Sports

Love overcomes distance, red tape

Symone Sandiford-Williams reunited with her husband Andre at the Northwest Arkansas Regional Airport. After hugging and kissing him, she told him how much she missed him.

“Did you know I missed my flight?” Symone asked. Even when recounting the experience, Andre’s eyes grew wide thinking about the implications of a missed flight.

For Andre and Symone things such as a missed flight, a perfect copy of their marriage certificate or an athletic scholarship can affect everything.

By the time Andre Sandiford-Williams received a scholarship to play soccer at John Brown University he had already met the girl of his dreams.

They had known each other since he and his family had moved to Bridgetown, Barbados, from England seven years before.

“I’ve heard of friends who break-up with their girlfriends when they get scholarships because it’s easier, but that was never an option or consideration for me,” said Andre.

When a scholarship presented Andre the opportunity to play collegiate soccer, Symone initially expressed mixed feelings.

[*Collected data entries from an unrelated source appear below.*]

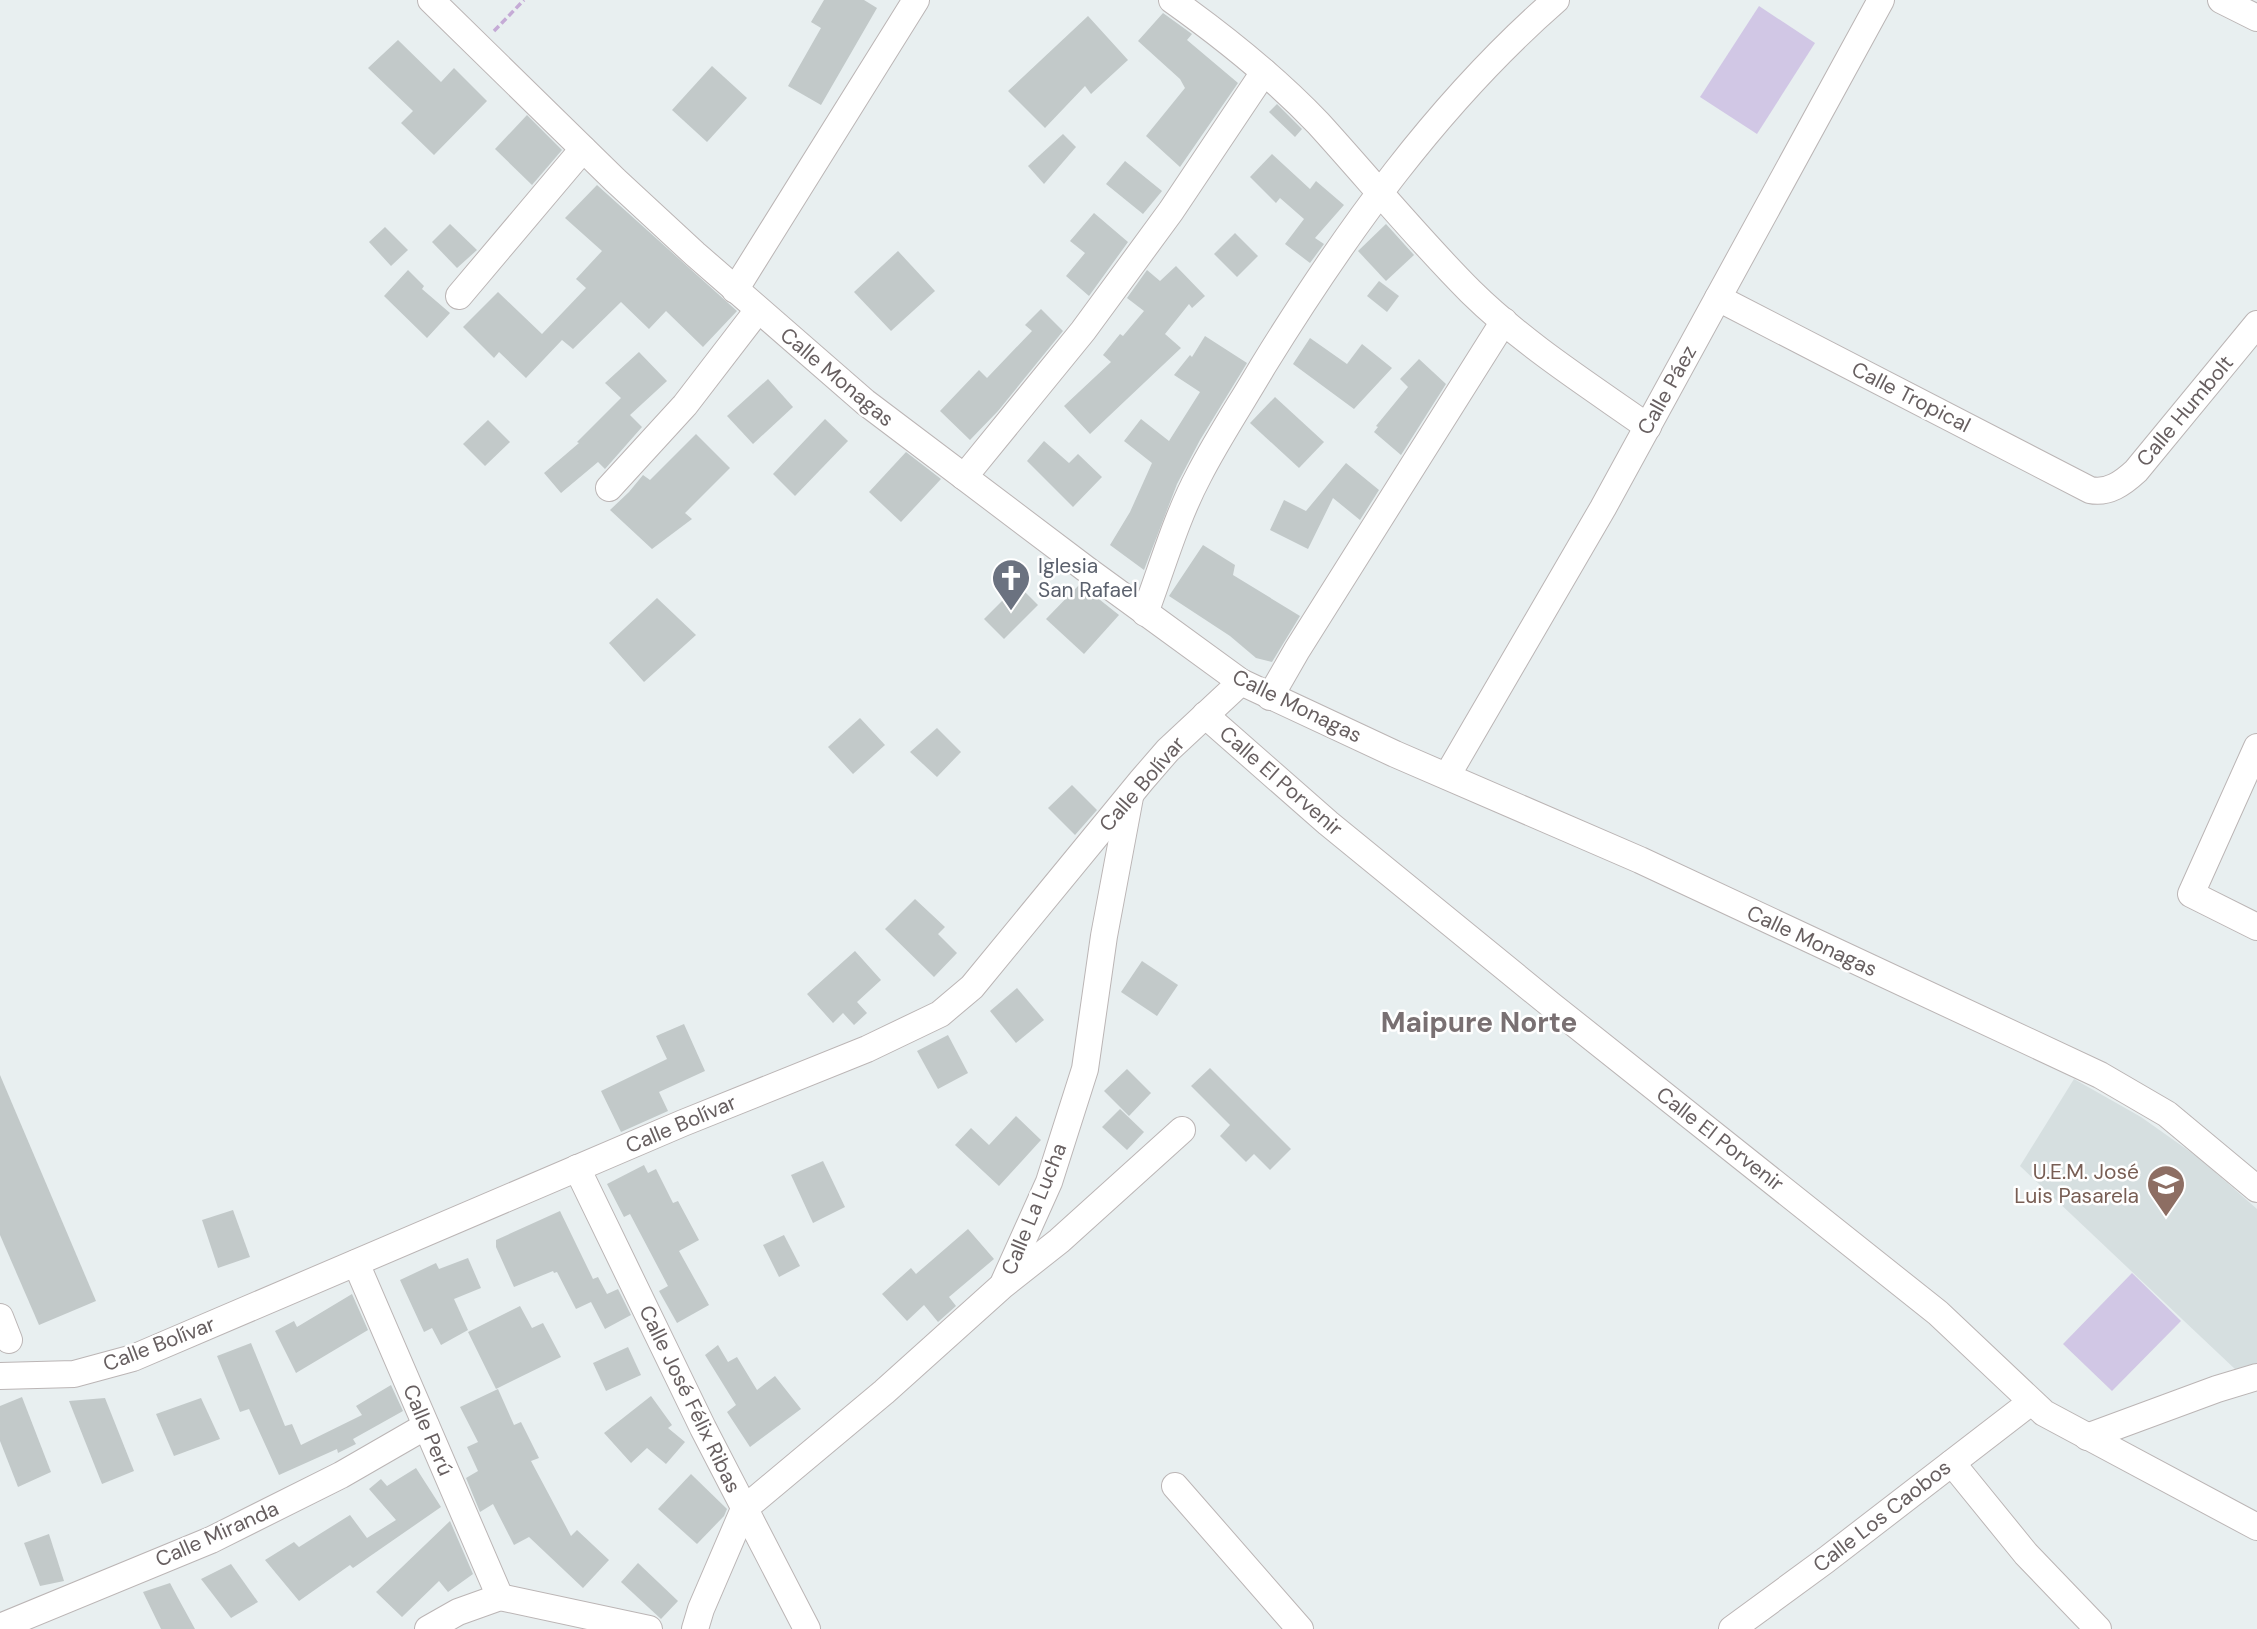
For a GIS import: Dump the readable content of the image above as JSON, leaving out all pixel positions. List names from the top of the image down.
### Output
{
  "streets": {
    "street": [
      "Calle Monagas",
      "Calle Páez",
      "Calle Tropical",
      "Calle Humbolt",
      "Calle El Porvenir",
      "Calle Bolívar",
      "Calle La Lucha",
      "Calle José Félix Ribas",
      "Calle Perú",
      "Calle Los Caobos",
      "Calle Miranda"
    ]
  },
  "crossings": [
    ["Calle Monagas", "Calle Páez"],
    ["Calle Monagas", "Calle Bolívar"],
    ["Calle Páez", "Calle Tropical"],
    ["Calle Tropical", "Calle Humbolt"],
    ["Calle El Porvenir", "Calle Bolívar"],
    ["Calle El Porvenir", "Calle Los Caobos"],
    ["Calle Bolívar", "Calle La Lucha"],
    ["Calle Bolívar", "Calle José Félix Ribas"],
    ["Calle Bolívar", "Calle Perú"],
    ["Calle La Lucha", "Calle José Félix Ribas"],
    ["Calle Perú", "Calle Miranda"]
  ],
  "districts": ["Maipure Norte"],
  "places": {
    "church": ["Iglesia San Rafael"],
    "school or university": ["U.E.M. José Luis Pasarela"]
  }
}
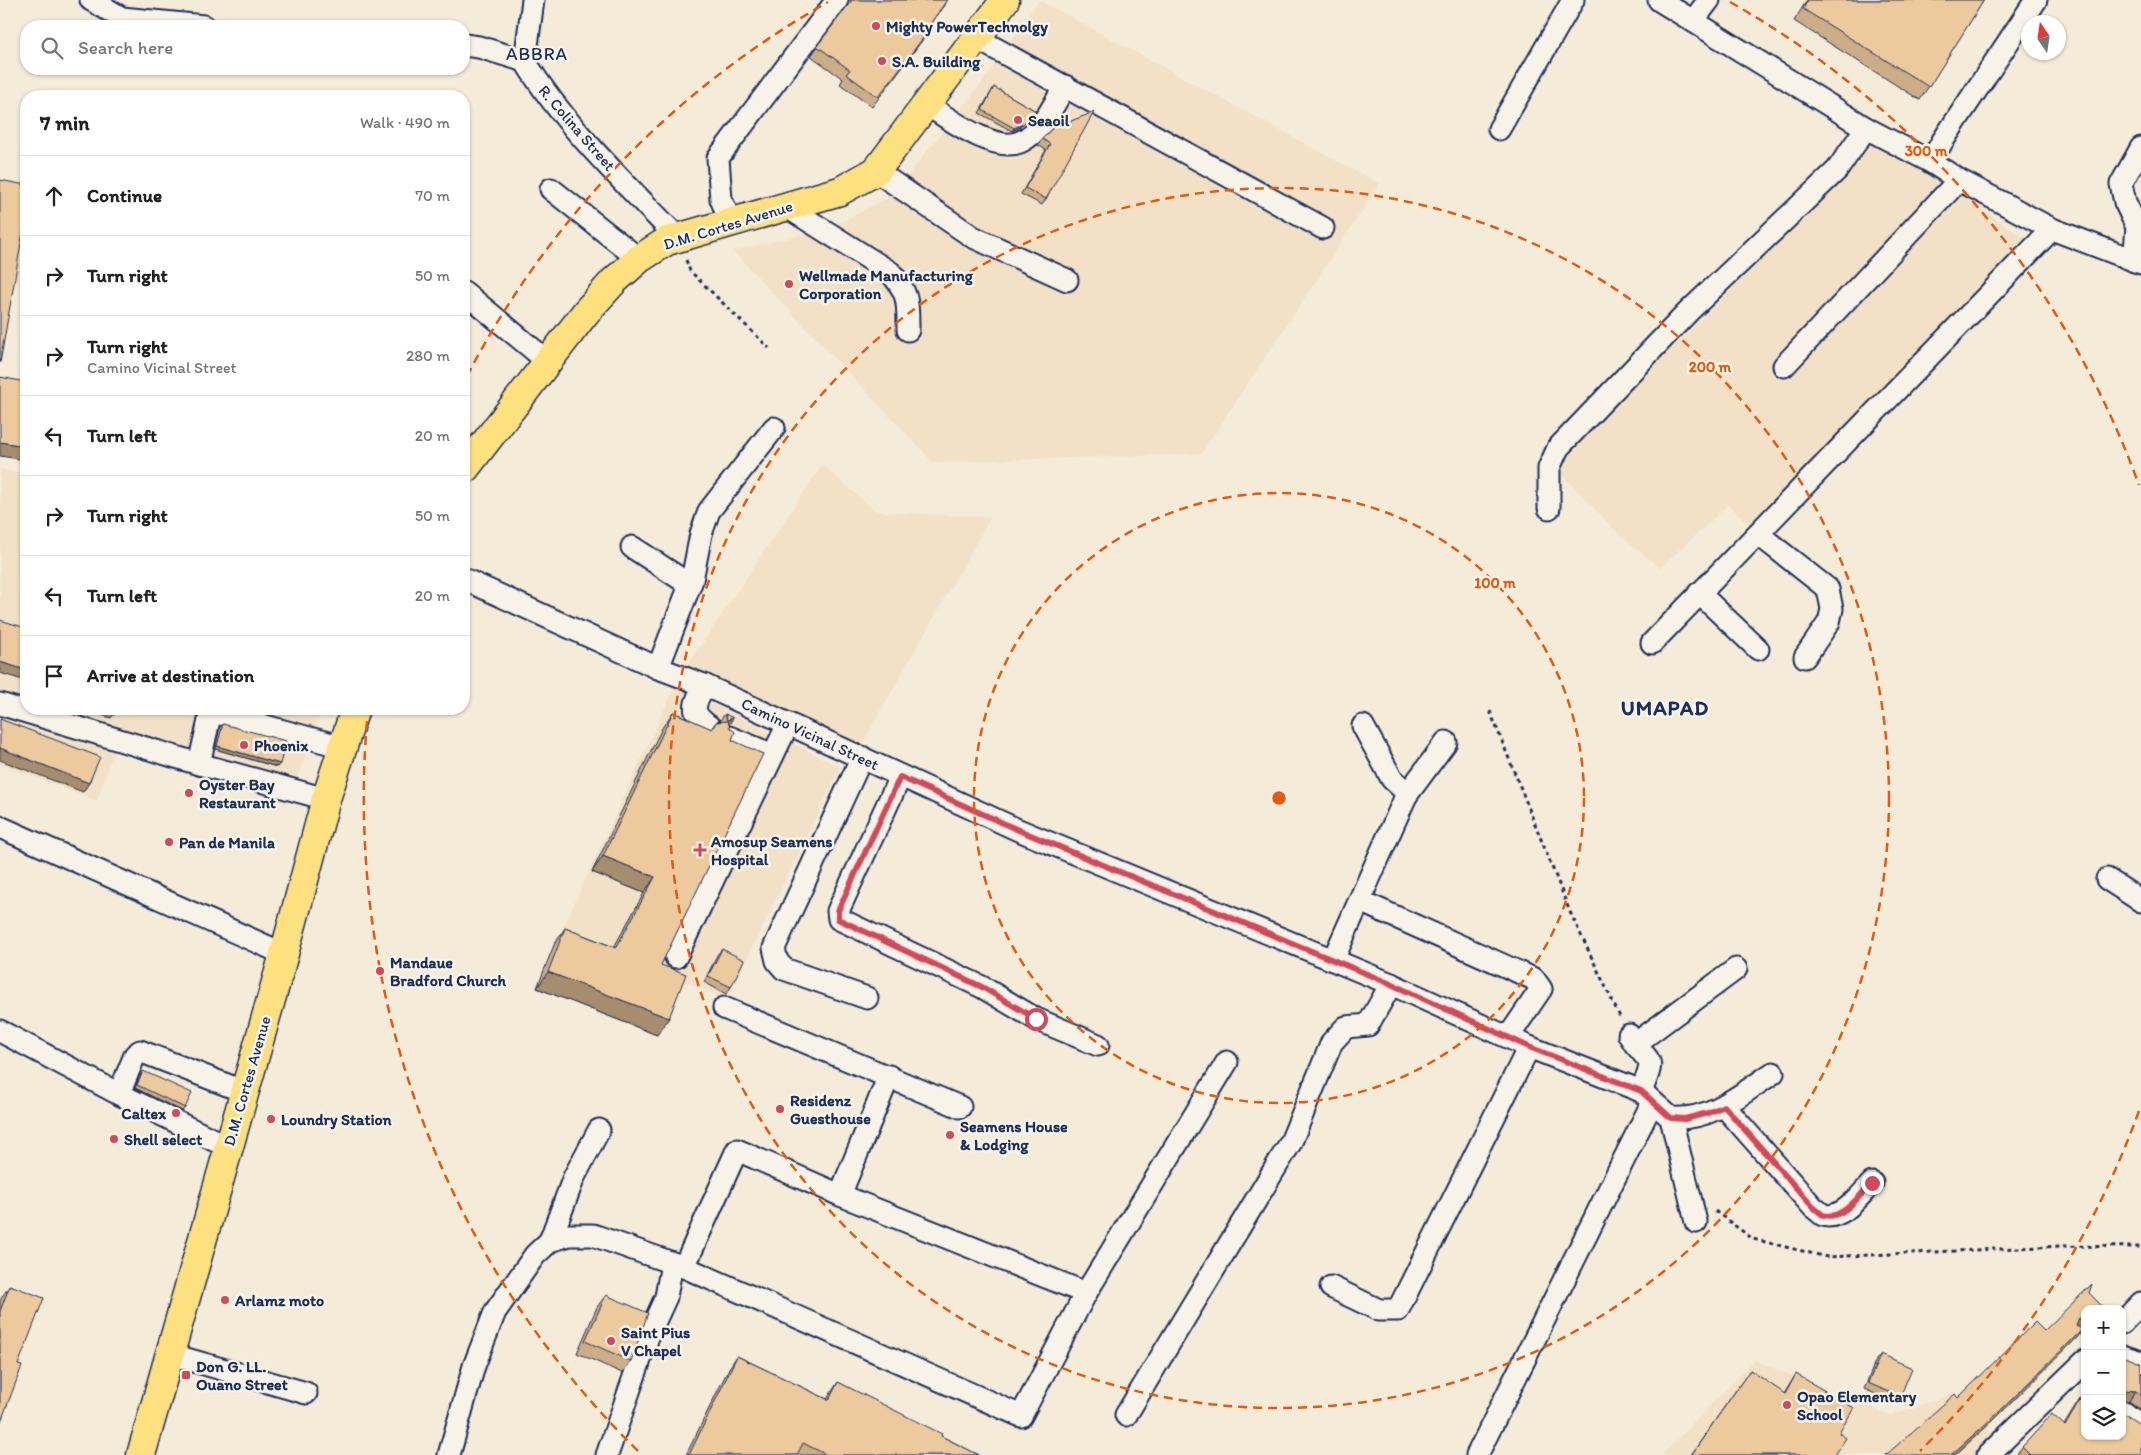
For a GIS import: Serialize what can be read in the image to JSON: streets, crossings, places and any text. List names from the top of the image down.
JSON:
{
  "streets": {
    "highway": ["D.M. Cortes Avenue"],
    "street": ["R. Colina Street", "Camino Vicinal Street"]
  },
  "crossings": [
    ["R. Colina Street", "D.M. Cortes Avenue"]
  ],
  "districts": ["ABBRA", "UMAPAD"],
  "places": {
    "other": [
      "Mighty PowerTechnolgy",
      "S.A. Building",
      "Seaoil",
      "Wellmade Manufacturing Corporation",
      "Phoenix",
      "Oyster Bay Restaurant",
      "Pan de Manila",
      "Mandaue Bradford Church",
      "Residenz Guesthouse",
      "Caltex",
      "Loundry Station",
      "Seamens House & Lodging",
      "Shell select",
      "Arlamz moto",
      "Saint Pius V Chapel",
      "Opao Elementary School"
    ],
    "health": ["Amosup Seamens Hospital"],
    "transit": ["Don G. LL. Ouano Street"]
  },
  "north": "top",
  "page": {
    "search": "Search here",
    "heading": ["7 min", "Walk · 490 m"],
    "list": [
      ["Continue", "70 m"],
      ["Turn right", "50 m"],
      ["Turn right", "Camino Vicinal Street", "280 m"],
      ["Turn left", "20 m"],
      ["Turn right", "50 m"],
      ["Turn left", "20 m"],
      "Arrive at destination"
    ],
    "map_buttons": ["+", "−"]
  },
  "rings": ["300 m", "200 m", "100 m"]
}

She knew it would mean he would spend the next few years in the U.S. while she stayed in Barbados.

Nightly Skype calls and fixed schedules helped them to stay connected and not dwell on the hours and international borders separating them.

She said her consistent schedule of school and work and his hectic schedule as a student-athlete made it much easier for her to contact Andre than for him to contact her.

“Now that I’m here, I understand how much he had to do,” said Symone. “It’s hard being a student-athlete and having to maintain grades as well.”

Andre asked Symone to marry him on Christmas Day 2011, while flying back from visiting another island. It was not the first time he asked, nor was it the first time she said yes, but now they started planning.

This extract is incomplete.